An athlete’s willingness to wait is a defining factor in their success. In Crossfit, you are introduced to complex movements. The desire is to perform the movement successfully on the first attempt though unlikely. Movements take committed practice, which is sure to expose weakness. Despite frustration, you must commit to practice, and trust that in the mind and body’s perfect timing, the movement will be successfully performed. Would true appreciation of the movement be felt or experienced if there was no trial, sweat, struggle or reoccurring failure? No. Our Father knows this about our nature and that is why the discipline of waiting is a fruitful and necessary journey. Take the athlete who has made countless attempts to PR their snatch at 200lbs. When he finally does so, is it the snatch alone that he values? No. It is the progress he has witnessed, the overcoming, the reaching of a goal. He is not only marked by a 200lbs snatch but more so through his waiting, he has acquired stronger muscles, developed a more confident mind and has strung together a more coordinated movement pattern. He appreciates the true gain: the strength, the confidence, and the coordination, which faithfully produces the desired movement. 

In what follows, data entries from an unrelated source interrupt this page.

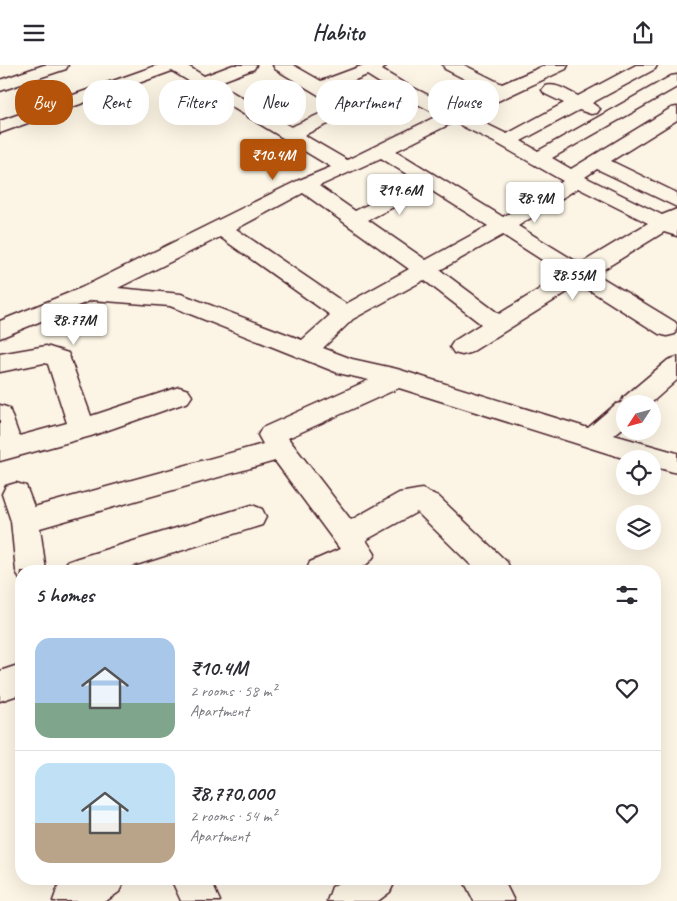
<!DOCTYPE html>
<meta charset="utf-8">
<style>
:root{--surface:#fff;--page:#f2f2f3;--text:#2b2b33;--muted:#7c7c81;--line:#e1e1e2;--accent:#b45309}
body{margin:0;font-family:Caveat,sans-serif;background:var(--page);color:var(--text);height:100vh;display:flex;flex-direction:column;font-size:19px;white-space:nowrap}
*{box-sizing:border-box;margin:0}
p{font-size:16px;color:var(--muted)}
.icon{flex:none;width:28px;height:28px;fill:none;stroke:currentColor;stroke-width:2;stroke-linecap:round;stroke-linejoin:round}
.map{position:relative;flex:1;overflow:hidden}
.sheet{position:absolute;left:15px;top:500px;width:646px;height:320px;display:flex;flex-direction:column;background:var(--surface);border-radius:20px;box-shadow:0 5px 20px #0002}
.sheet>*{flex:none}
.hud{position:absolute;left:15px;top:15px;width:648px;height:45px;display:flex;gap:10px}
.needle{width:32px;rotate:234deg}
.tools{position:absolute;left:616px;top:330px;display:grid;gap:10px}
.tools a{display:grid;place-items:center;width:45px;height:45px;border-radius:50%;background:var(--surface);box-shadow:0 5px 20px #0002;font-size:25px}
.price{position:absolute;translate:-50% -42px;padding:0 11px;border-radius:5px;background:#fff;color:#222;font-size:16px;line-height:32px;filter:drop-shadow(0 1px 2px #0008)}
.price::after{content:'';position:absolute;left:50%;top:30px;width:15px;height:11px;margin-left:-8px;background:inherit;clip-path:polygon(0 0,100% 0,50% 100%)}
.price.selected{background:var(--accent);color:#fff}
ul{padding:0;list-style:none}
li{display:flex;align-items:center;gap:15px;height:125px;padding:0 20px}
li+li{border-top:1px solid var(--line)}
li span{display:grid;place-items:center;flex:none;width:140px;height:100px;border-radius:15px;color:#555}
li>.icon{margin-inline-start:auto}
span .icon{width:60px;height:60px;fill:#fffc;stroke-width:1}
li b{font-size:21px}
h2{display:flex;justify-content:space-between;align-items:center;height:60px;padding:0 20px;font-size:21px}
.chip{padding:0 18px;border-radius:20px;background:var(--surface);box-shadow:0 5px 20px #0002;font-size:18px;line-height:45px}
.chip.selected{background:var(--accent);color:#fff}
header{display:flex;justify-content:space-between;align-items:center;height:65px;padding:0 20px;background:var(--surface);font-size:22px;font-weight:700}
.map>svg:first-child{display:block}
</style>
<header><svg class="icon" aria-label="menu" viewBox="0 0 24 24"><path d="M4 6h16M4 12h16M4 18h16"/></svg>Habito<svg class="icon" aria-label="share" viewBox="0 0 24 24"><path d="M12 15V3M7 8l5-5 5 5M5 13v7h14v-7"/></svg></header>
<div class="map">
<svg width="677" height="836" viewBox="0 0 677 836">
<rect width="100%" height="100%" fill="#fcf5e5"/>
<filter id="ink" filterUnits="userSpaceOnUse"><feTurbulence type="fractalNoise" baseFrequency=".02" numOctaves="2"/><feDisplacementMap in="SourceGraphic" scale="10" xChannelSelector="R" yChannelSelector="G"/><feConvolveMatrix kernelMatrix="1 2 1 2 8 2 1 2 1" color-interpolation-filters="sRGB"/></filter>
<g filter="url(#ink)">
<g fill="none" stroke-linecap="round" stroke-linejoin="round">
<defs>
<g id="minor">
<polygon points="44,0 68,0 66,4 0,26 0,15"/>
<path d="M158,0H186L204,11L233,0H256L254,4L217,18L291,62L337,41L275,4L273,0H293L321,16L364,0H387L382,5L402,17L454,43L488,26L445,4L443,0H464L502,19L546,0H568L566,4L468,50L507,69L564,38L545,29L542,25L545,21C557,18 567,26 578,31L636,0H657L655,4L592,38L600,44L597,48L591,49L579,45L521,76L538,86L671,11L677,10V22L552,93L571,104L671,43L677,42V55L611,96L677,128V142L597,104L585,112L662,150L677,144V171L664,167L596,209L675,257L677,260L675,269L667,271L659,269L580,219L470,288L462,290L454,288L450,282L454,276L481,259L424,215L353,254L323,283L352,294L397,304L588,363L616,339L621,338L624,332L668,295L677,292V315L650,339H625V361L614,370L677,388V408L652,401V394H626L399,323L288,373L351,455L399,428L422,424L438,431L507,497L511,506H477L417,447L366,475L375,489C363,513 329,506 306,506L310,497L340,484L275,396L40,463L46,506H21L20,515L16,506L11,456L2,429L6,421L16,418L26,421L34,442L263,379L258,370L262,363L369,315L338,308L170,241L92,235L0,273V256L81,223L297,116L331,102L172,6L0,68V56ZM367,10L383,20L351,35L333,24ZM396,28L439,50L347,95L304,70ZM454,57L500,80L563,116L503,152L396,86ZM381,93L416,115L355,146L319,121ZM578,123L648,158L580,199L518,161ZM429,124L488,161L426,195L368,155ZM303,128L409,204L346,239L236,164ZM503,170L564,209L499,249L440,205ZM220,172L330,250L302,275L181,229L118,223Z"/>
<polygon points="46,281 68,288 91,351 179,322 188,325 192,331 188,337 91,371 0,396 0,340 9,343 19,371 67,358 48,299 44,298 0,307 0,289"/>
<polygon points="252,440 262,444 266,452 262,460 117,506 63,506 67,497 78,493"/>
<polygon points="21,599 21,629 0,636 0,606"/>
<polygon points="72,814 125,814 119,827 106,836 53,836 58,822"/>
<polygon points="171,814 210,814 220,836 181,836"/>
<polygon points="345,814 396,814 390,827 378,836 327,836 332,822"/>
<polygon points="463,814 503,814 514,836 474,836"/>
</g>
</defs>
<use href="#minor" stroke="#4a1f2b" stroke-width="3"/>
<use href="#minor" fill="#fcf5e5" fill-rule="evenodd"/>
</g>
</g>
</svg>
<div class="tools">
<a><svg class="needle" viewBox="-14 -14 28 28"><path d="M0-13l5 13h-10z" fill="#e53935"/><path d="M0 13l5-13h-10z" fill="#7c7c81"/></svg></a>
<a><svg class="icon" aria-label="locate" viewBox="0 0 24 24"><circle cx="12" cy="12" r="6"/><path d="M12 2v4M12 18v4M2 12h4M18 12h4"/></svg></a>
<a><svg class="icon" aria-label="layers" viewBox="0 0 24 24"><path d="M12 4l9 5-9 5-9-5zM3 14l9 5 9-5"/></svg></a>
</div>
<b class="price selected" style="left:273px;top:116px">₹10.4M</b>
<b class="price" style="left:400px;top:151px">₹19.6M</b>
<b class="price" style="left:535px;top:159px">₹8.9M</b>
<b class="price" style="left:573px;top:236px">₹8.55M</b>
<b class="price" style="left:74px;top:281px">₹8.77M</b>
<div class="hud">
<a class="chip selected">Buy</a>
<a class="chip">Rent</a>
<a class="chip">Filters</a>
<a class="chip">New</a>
<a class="chip">Apartment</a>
<a class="chip">House</a>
</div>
<section class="sheet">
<h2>5 homes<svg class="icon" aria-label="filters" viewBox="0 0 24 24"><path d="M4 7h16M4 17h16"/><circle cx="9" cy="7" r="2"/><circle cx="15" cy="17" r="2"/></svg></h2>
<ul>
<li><span style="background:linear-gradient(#a9c7e8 65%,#7fa58c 0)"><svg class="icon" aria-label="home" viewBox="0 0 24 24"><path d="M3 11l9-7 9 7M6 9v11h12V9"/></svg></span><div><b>₹10.4M</b><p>2 rooms · 58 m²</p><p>Apartment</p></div><svg class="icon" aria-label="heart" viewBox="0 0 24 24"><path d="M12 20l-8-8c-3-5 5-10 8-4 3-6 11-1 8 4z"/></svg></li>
<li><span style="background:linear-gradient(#bfe0f5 60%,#b9a48a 0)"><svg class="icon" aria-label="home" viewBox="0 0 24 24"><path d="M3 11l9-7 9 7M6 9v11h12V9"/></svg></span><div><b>₹8,770,000</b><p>2 rooms · 54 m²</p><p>Apartment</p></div><svg class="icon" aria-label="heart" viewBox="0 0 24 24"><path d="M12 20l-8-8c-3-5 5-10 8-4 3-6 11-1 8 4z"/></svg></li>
</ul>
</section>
</div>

Defined as a verb or defined as a noun, recast as a synonym or placed in a different tense, waiting makes me uncomfortable. The world tells us to go, to move forward, quickly. The Lord says, “Wait on me. Blessed it the man who waits.” Daniel 12:12

Waiting has recently become a more present thought throughout my day - the joy and refinement of waiting, the difficulty, and the discouraging nature. Waiting requires a steadfast hope and exercises a rooted faith. As a Christian, we are required to wait in two areas of our life. First, we are to wait on what is promised to us eternally as adopted children who have placed their faith in God. The second area of waiting I find more difficult: waiting for the Lord’s goodness to be revealed in the land of the living. 
“I am still confident of this: I will see the goodness of the Lord in the land of the living. Wait for the Lord; be strong and take heart and wait for the Lord.” Psalm 27:13-14

Our nature as humans is to have freely. To have a significant other, a beautiful home, to PR our squat everyday, to hold an esteemed position in a successful career, to complete a workout with unbroken double-unders or to do a muscle up before mastering a push-up. We are motivated by an entitlement. To receive without first waiting delivers a joy that is fleeting. To receive after a season of waiting comes with it not only the desired thing, but a rich joy and appreciation for what we have received. Through struggle we understand the worth of what we have received, because for it we have waited, we have persevered, we have sacrificed. 

As we focus on the object of our affections, God focuses on the journey – He knows this is where life is truly experienced - in the waiting. In the waiting joy, thankfulness, patience, character, hope and faith are matured. The paradox is that when God asks us to wait in prayer and faith, quietly, and with a joyful anticipation the enemy muffles His requests with lies. Lies that our God is unfaithful, lacking in goodness, that He does not hear our cries. The enemy cares to speak these lies because he knows the value of the disciple’s waiting. In waiting, God’s goodness is glorified through the building of our faith. 

Take heart when failure strikes. Failure is temporary. It is merely an invitation to be strong and take heart - to wait. We can be confident through faith that we will receive the Lord’s goodness in the land of the living. Because of our faithful waiting, the gift will be received by a marked joy only possible through the journey, the wait, the struggle in which we endured to receive it.